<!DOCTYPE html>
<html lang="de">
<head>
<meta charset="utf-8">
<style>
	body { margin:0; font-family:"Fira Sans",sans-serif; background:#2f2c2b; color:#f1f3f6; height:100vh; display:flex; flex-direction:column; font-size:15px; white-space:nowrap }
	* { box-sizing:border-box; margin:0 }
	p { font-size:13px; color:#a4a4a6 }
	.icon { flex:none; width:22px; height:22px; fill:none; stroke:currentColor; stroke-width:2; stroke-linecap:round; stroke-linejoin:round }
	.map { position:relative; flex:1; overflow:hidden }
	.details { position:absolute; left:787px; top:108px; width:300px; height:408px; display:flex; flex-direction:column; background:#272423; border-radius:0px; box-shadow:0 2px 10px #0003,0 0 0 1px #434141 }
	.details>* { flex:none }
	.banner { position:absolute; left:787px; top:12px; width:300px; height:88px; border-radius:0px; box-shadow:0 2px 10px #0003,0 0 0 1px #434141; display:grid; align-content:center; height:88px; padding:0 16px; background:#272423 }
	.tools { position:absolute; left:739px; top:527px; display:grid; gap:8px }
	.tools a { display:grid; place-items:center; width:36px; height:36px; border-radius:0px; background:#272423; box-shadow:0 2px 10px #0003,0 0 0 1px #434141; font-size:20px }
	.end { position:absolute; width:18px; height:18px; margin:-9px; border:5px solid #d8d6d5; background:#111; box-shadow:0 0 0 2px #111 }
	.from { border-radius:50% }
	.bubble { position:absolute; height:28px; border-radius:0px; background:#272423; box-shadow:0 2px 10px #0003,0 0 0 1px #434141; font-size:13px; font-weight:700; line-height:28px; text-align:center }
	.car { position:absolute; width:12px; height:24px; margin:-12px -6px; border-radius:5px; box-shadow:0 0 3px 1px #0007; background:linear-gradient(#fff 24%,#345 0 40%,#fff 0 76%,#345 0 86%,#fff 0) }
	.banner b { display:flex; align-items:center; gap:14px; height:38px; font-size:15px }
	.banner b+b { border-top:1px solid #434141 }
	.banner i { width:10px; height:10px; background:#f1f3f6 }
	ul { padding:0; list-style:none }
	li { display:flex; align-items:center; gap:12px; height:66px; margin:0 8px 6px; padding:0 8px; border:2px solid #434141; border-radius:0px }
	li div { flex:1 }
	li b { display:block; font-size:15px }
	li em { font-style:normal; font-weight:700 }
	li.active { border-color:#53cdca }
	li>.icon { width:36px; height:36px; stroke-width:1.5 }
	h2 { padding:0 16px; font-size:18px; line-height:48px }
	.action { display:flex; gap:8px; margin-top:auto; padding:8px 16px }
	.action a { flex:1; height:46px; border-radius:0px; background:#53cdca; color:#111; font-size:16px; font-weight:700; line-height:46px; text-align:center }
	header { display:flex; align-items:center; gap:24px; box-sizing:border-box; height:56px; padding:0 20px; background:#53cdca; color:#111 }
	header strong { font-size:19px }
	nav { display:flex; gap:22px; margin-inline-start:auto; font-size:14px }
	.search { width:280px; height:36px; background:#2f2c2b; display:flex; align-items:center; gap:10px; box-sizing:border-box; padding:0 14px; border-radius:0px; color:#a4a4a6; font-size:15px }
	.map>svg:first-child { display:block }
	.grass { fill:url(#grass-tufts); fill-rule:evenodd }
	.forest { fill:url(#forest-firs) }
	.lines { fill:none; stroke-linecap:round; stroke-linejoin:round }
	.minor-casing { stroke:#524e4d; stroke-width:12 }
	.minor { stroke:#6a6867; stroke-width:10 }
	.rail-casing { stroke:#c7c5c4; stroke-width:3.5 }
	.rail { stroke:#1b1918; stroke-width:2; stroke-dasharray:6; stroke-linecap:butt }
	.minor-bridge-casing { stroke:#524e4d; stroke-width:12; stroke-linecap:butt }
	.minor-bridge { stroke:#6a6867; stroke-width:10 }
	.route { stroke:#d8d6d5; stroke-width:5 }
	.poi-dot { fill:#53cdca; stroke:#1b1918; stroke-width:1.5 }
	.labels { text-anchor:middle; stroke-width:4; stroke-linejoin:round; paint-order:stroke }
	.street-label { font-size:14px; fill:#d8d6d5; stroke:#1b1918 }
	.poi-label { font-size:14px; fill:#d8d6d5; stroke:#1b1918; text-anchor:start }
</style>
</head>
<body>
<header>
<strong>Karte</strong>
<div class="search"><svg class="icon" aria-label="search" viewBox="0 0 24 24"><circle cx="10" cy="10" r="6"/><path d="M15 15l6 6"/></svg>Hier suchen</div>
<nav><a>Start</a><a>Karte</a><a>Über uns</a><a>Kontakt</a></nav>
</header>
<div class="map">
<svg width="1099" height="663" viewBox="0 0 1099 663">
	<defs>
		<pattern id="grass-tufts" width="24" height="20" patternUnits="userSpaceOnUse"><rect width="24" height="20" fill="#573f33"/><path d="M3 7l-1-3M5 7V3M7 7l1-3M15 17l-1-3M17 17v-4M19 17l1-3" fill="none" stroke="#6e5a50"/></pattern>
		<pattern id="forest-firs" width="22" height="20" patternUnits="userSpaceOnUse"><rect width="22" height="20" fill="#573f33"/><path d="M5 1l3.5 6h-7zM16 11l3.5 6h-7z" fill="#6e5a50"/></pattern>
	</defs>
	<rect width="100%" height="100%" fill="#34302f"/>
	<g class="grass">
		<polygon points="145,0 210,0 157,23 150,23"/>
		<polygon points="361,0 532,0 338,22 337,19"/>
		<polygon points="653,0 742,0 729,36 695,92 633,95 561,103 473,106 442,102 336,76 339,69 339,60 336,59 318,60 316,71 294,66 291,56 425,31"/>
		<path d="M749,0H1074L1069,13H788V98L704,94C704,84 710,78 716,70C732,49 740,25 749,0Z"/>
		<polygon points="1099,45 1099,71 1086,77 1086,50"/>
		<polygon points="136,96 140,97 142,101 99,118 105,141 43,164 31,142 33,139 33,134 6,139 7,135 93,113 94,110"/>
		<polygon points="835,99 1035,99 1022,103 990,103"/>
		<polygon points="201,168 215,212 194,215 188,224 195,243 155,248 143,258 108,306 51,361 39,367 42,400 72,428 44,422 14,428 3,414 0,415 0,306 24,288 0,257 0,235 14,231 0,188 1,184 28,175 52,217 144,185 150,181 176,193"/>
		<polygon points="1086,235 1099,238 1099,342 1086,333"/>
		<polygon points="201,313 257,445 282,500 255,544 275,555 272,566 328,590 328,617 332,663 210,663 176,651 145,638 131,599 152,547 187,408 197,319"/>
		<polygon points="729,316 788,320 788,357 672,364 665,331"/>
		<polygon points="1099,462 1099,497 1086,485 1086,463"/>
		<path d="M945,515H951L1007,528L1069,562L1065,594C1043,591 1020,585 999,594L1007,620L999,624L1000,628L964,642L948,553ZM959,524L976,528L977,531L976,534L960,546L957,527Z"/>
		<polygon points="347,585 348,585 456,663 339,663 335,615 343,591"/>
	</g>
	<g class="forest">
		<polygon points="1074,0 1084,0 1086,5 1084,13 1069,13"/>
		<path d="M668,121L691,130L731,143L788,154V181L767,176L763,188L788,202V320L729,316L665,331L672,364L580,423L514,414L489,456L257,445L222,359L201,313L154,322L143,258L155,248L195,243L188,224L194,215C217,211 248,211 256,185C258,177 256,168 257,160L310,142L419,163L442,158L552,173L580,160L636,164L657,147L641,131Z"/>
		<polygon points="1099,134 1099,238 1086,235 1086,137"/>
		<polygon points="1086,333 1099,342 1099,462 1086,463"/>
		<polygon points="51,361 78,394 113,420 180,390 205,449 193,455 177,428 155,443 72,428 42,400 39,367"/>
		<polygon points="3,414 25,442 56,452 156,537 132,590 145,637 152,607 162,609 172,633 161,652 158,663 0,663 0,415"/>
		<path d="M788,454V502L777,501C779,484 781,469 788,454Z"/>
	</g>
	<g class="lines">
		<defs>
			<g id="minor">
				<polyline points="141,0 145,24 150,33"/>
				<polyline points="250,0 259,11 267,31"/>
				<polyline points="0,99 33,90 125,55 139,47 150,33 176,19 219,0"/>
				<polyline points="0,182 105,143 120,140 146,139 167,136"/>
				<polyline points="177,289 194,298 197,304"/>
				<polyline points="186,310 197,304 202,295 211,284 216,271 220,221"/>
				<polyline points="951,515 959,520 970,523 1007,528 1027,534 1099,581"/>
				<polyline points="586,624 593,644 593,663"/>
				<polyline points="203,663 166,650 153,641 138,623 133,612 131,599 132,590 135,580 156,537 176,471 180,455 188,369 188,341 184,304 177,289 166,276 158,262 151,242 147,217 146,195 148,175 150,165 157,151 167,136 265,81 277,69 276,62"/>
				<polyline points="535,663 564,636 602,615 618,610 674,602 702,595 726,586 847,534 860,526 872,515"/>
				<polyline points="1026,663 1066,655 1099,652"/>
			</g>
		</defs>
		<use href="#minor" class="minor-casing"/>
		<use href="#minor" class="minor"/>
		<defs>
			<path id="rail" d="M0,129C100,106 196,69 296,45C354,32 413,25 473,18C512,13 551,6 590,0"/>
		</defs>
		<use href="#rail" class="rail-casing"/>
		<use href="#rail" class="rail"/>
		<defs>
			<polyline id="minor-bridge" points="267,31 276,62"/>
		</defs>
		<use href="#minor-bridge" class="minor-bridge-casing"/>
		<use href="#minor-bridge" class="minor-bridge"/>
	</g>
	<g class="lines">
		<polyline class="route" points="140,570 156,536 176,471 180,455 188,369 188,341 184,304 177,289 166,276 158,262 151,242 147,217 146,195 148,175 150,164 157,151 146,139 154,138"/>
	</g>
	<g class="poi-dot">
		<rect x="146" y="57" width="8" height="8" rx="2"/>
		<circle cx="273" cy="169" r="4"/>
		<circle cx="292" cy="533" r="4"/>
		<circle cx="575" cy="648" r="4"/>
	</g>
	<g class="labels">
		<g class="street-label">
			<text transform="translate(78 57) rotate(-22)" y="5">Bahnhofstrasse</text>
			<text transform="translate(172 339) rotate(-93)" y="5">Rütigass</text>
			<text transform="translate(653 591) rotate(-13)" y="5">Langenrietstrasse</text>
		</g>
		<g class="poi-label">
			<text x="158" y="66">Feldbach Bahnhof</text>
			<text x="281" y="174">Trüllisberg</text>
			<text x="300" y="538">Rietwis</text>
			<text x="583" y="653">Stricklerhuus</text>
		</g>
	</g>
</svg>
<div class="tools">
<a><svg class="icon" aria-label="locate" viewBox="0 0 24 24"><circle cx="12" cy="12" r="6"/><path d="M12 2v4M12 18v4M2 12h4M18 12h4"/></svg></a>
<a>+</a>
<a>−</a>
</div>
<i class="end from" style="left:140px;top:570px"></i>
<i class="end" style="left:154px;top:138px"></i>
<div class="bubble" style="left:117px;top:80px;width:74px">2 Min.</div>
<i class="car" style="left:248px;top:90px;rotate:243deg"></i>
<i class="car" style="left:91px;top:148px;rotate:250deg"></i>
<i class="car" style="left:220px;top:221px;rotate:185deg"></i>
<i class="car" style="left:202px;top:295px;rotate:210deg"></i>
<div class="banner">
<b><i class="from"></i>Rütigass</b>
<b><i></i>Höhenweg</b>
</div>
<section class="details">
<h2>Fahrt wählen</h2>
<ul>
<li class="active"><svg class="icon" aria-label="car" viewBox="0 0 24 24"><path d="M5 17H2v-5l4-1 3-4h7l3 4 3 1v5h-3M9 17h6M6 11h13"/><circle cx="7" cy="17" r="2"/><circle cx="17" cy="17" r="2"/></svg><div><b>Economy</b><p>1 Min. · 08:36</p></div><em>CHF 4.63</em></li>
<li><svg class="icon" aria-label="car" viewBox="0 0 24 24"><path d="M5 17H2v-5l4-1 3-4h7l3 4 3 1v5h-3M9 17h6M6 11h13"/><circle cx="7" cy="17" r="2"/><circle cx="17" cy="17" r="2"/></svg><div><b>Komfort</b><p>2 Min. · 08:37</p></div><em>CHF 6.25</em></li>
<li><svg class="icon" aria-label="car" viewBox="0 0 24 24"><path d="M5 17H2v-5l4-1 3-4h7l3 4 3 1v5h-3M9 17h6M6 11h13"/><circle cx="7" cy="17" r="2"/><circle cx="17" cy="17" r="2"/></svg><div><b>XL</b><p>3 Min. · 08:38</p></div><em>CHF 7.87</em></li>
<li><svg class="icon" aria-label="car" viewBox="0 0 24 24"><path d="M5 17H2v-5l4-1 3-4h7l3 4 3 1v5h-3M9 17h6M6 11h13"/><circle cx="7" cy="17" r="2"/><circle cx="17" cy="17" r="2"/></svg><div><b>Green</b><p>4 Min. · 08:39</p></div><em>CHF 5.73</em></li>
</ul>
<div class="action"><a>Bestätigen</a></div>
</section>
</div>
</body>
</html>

========

Read through the entries and copy every line that includes "absolute".

TASK RESPONSE:
	.details { position:absolute; left:787px; top:108px; width:300px; height:408px; display:flex; flex-direction:column; background:#272423; border-radius:0px; box-shadow:0 2px 10px #0003,0 0 0 1px #434141 }
	.banner { position:absolute; left:787px; top:12px; width:300px; height:88px; border-radius:0px; box-shadow:0 2px 10px #0003,0 0 0 1px #434141; display:grid; align-content:center; height:88px; padding:0 16px; background:#272423 }
	.tools { position:absolute; left:739px; top:527px; display:grid; gap:8px }
	.end { position:absolute; width:18px; height:18px; margin:-9px; border:5px solid #d8d6d5; background:#111; box-shadow:0 0 0 2px #111 }
	.bubble { position:absolute; height:28px; border-radius:0px; background:#272423; box-shadow:0 2px 10px #0003,0 0 0 1px #434141; font-size:13px; font-weight:700; line-height:28px; text-align:center }
	.car { position:absolute; width:12px; height:24px; margin:-12px -6px; border-radius:5px; box-shadow:0 0 3px 1px #0007; background:linear-gradient(#fff 24%,#345 0 40%,#fff 0 76%,#345 0 86%,#fff 0) }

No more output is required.